An alternative approach to the use of serum ferritin to assess the relationship between iron and CVD has been to assess the relationship between catalytic iron and heart disease. Catalytic iron is the iron that is not bound to transferrin or ferritin and is available to take part in chemical reactions to produce oxidant products. This can be measured using a bleomycin detectable iron assay (BDI; von Bonsdorff et al., 2002). Results from such studies are equivocal. While some studies found a relation between catalytic iron with CVDs (Rajapurkar et al., 2012), a recent study with a larger study population failed to report any association of catalytic iron with risk of MI and recurrent ischemic events (Steen et al., 2013). However the study showed that in a cohort of 1701 patients with AMI or unstable angina, catalytic iron was associated with stepwise increase in all-cause mortality (multivariate adjusted HR = 3.97, 95% CI 1.09–14.1, p = 0.036, highest quartile vs. baseline) when followed for a median of 10 months. Although no significant association of ischemic events with iron was reported, most of the deaths were related to ischemic complications, and thus the contribution of catalytic iron could not be ruled out completely. It is to be noted that serum catalytic iron does not reflect the intraplaque iron which might be a more proximal factor for vascular ischemic injuries (Nelson et al., 1992; Castellanos et al., 2002). Unfortunately, these studies did not report the relationship between serum ferritin and outcome. It thus remains unaddressed whether or not catalytic iron is more strongly associated than serum ferritin with outcome.
Another approach to testing a potential link between iron and CVDs has been the study of dietary iron intake and risk. Zhang et al. (2012) reported that dietary intake of total iron was positively associated with deaths from strokes and CVD in a cohort of 23,083 Asian men with a multivariate hazard ratio of 1.43 (95% CI, 1.02–2, p = 0.009) for stroke and 1.27 (95% CI, 1.01–1.58, p = 0.023) for CVD after adjustment for other CVD risk factors; iron intake was not associated with these outcomes in women, however. In another large prospective study in almost 50,000 European men, there was a positive association of dietary iron, more specifically heme iron (a form of iron that is more readily absorbed by the gut than inorganic iron), with strokes in a follow-up period of 11.7 years (Kaluza et al., 2013). Adjustments were made for red meat consumption to rule out confounding by other known risk factors for stroke such as N-nitroso compounds and heterocyclic compounds (Forstermann, 2008). The association was observed in normal weight men and not in overweight or obese men, most likely because of decreased iron absorption due to increased hepcidin in the chronic inflammatory state associated with obesity (Greenberg and Obin, 2006). Adipocyte hepcidin expression is known to be positively correlated with obesity (Bekri et al., 2006). This association is still to be properly evaluated in women.

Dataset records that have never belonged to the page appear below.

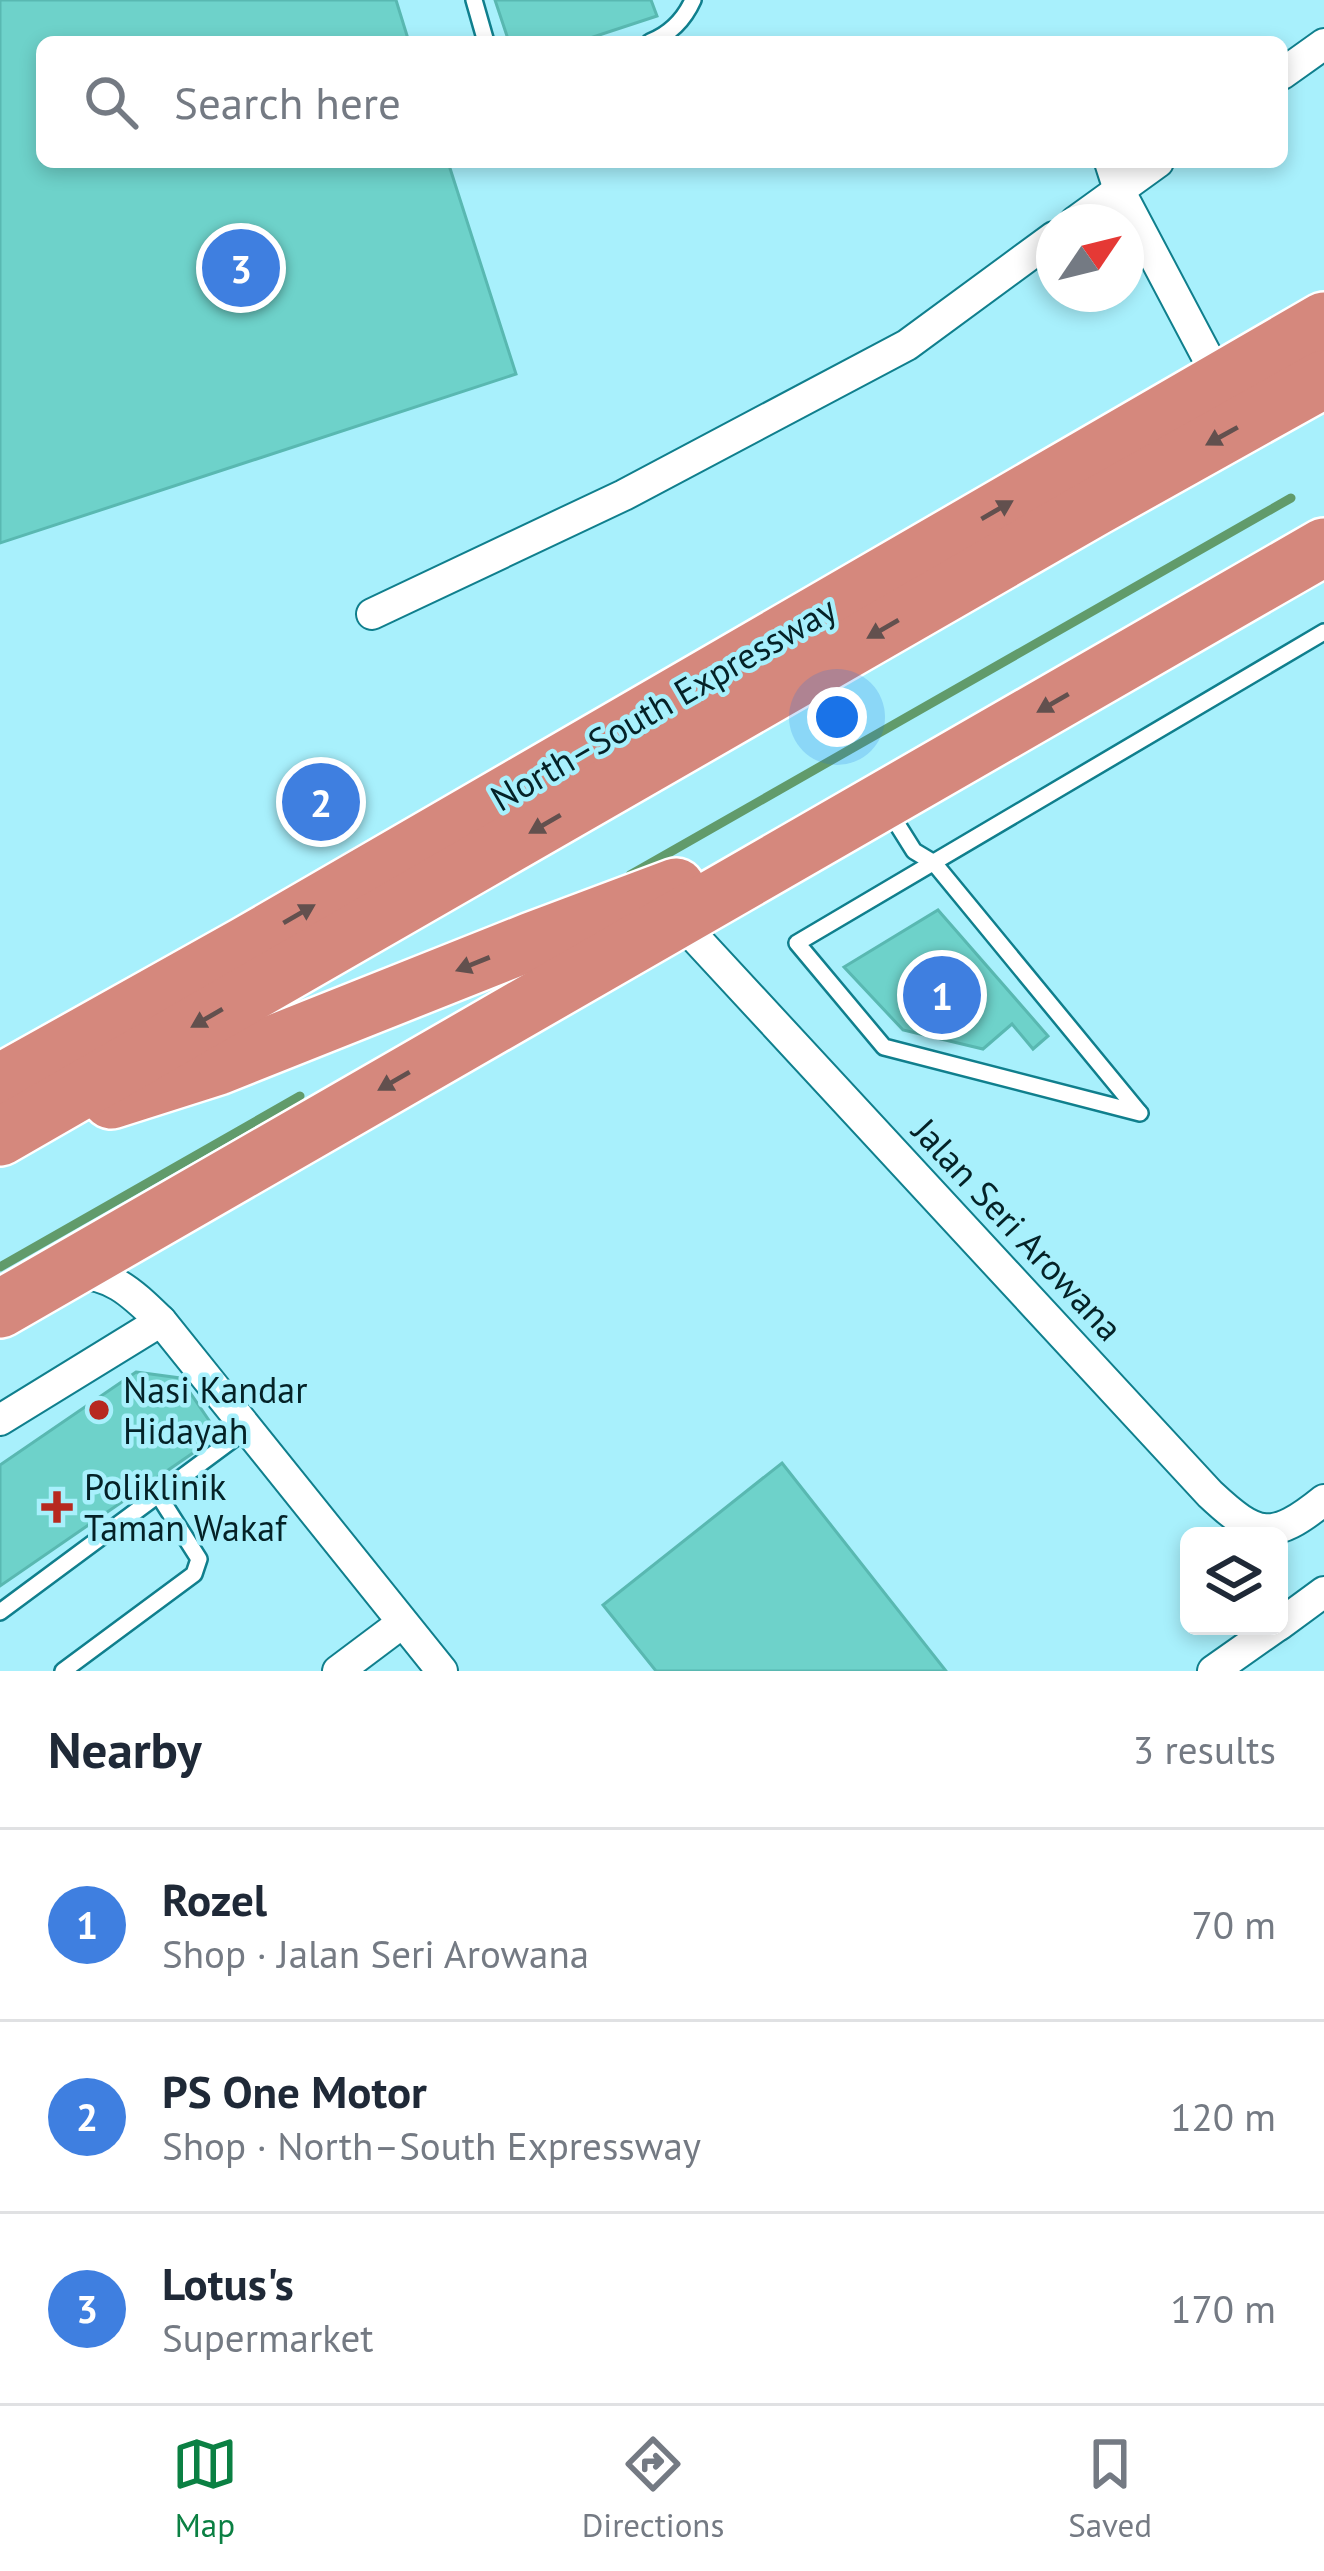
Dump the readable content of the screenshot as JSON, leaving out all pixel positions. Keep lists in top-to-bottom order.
{
  "streets": {
    "highway": ["North–South Expressway"],
    "street": ["Jalan Seri Arowana"]
  },
  "places": {
    "other": ["Nasi Kandar Hidayah"],
    "health": ["Poliklinik Taman Wakaf"]
  },
  "north": "top right",
  "page": {
    "search": "Search here",
    "pins": ["3", "2", "1"],
    "heading": ["Nearby", "3 results"],
    "list": [
      {
        "mark": "1",
        "name": "Rozel",
        "note": "Shop · Jalan Seri Arowana",
        "value": "70 m"
      },
      {
        "mark": "2",
        "name": "PS One Motor",
        "note": "Shop · North–South Expressway",
        "value": "120 m"
      },
      {
        "mark": "3",
        "name": "Lotus's",
        "note": "Supermarket",
        "value": "170 m"
      }
    ],
    "nav": ["Map", "Directions", "Saved"]
  }
}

Although the foregoing studies appear well-conducted, there are also a number of other well-conducted studies that have found no association of markers of body iron and risk of CVD (Baer et al., 1994; Danesh and Appleby, 1999; Gupta et al., 2000; Knuiman et al., 2003; Sun et al., 2008b; Friedrich et al., 2009). Discordant results among studies may in part be due to imprecision in the surrogate markers used to measure iron status (ferritin, total iron binding capacity, transferrin saturation, serum iron, and dietary iron intake), which are all indirect measures of body iron stores. Because these variables are subject to temporal and measurement variations, there is undoubtedly exposure misclassification in the subjects. This non-differential misclassification would reduce the ability of a study to identify a true association should one exist. An additional potential problem, particularly in cross-sectional studies, is that observed elevations in serum ferritin may represent an effect rather than a cause of underlying pathology.

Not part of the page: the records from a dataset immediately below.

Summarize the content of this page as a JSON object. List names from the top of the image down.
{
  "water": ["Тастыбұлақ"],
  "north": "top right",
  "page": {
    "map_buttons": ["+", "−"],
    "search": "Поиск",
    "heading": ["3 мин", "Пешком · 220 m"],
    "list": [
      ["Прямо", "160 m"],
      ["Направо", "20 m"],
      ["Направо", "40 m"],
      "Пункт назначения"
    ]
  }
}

If iron is associated with CVD, can interventions that reduce iron reduce risk? Unfortunately, only a limited number of intervention studies have been conducted, but results of these studies are at least suggestive that modulating iron can reduce risk. In animal models, treatment with deferoxamine, an iron chelator, during ischemia improved recovery and reduced reperfusion-induced oxygen radical formation in rabbit hearts (Williams et al., 1991). Paraskevaidis et al. (2005) reported that deferoxamine infusion ameliorated lipid peroxidation and improved long term outcome in patients having coronary artery bypass surgery. In a recent randomized controlled single blinded study, Zacharski et al. (2011) showed that a lower ferritin level predicted improved outcome and iron reduction by phlebotomy improved outcomes by preventing or delaying non-fatal myocardial infarction and stroke in young age patients with peripheral artery disease.
Iron and Metabolic Syndrome and Diabetes
Metabolic syndrome refers to a collection of risk factors that increase the likelihood of heart disease, diabetes and stroke. They include a large waistline, high triglyceride, low HDL cholesterol, high blood pressure and high fasting blood sugar. The presence of three of these five risk factors, many of which are associated with obesity, is defined as metabolic syndrome3.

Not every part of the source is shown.